» **Listed records**:

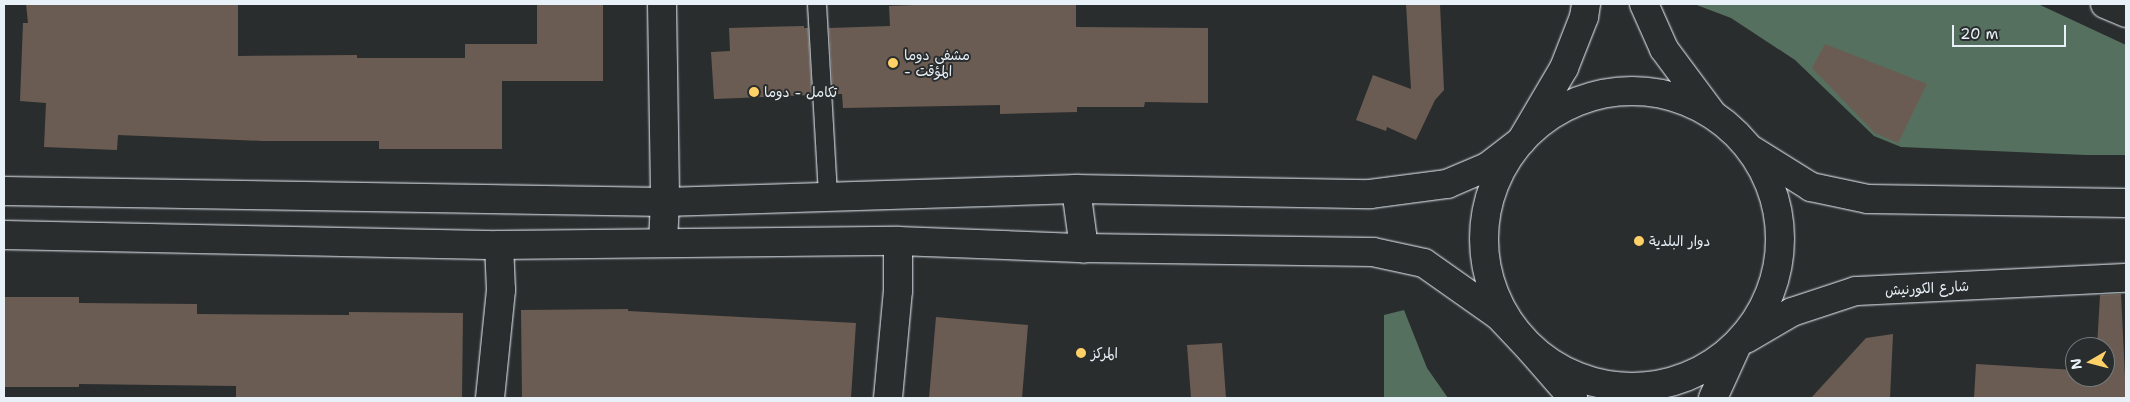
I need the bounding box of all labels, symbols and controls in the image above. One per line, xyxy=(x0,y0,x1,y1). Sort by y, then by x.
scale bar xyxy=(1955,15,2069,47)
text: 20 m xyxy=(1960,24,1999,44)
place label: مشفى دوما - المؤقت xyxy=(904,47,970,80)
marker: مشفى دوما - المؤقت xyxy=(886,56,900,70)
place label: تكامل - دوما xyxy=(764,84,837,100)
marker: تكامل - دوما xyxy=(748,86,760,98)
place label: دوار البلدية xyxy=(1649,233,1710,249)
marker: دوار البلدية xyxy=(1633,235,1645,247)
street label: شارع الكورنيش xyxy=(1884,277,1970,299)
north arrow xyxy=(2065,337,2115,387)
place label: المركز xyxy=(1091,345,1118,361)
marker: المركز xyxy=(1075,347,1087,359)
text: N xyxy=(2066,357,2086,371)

» **Goal of the exercise**: Exactly retype each record above, dropping images.

» **Exercise output**:
I need the bounding box of all labels, symbols and controls in the image above. One per line, xyxy=(x0,y0,x1,y1). Sort by y, then by x.
scale bar xyxy=(1955,15,2069,47)
text: 20 m xyxy=(1960,24,1999,44)
place label: مشفى دوما - المؤقت xyxy=(904,47,970,80)
marker: مشفى دوما - المؤقت xyxy=(886,56,900,70)
place label: تكامل - دوما xyxy=(764,84,837,100)
marker: تكامل - دوما xyxy=(748,86,760,98)
place label: دوار البلدية xyxy=(1649,233,1710,249)
marker: دوار البلدية xyxy=(1633,235,1645,247)
street label: شارع الكورنيش xyxy=(1884,277,1970,299)
north arrow xyxy=(2065,337,2115,387)
place label: المركز xyxy=(1091,345,1118,361)
marker: المركز xyxy=(1075,347,1087,359)
text: N xyxy=(2066,357,2086,371)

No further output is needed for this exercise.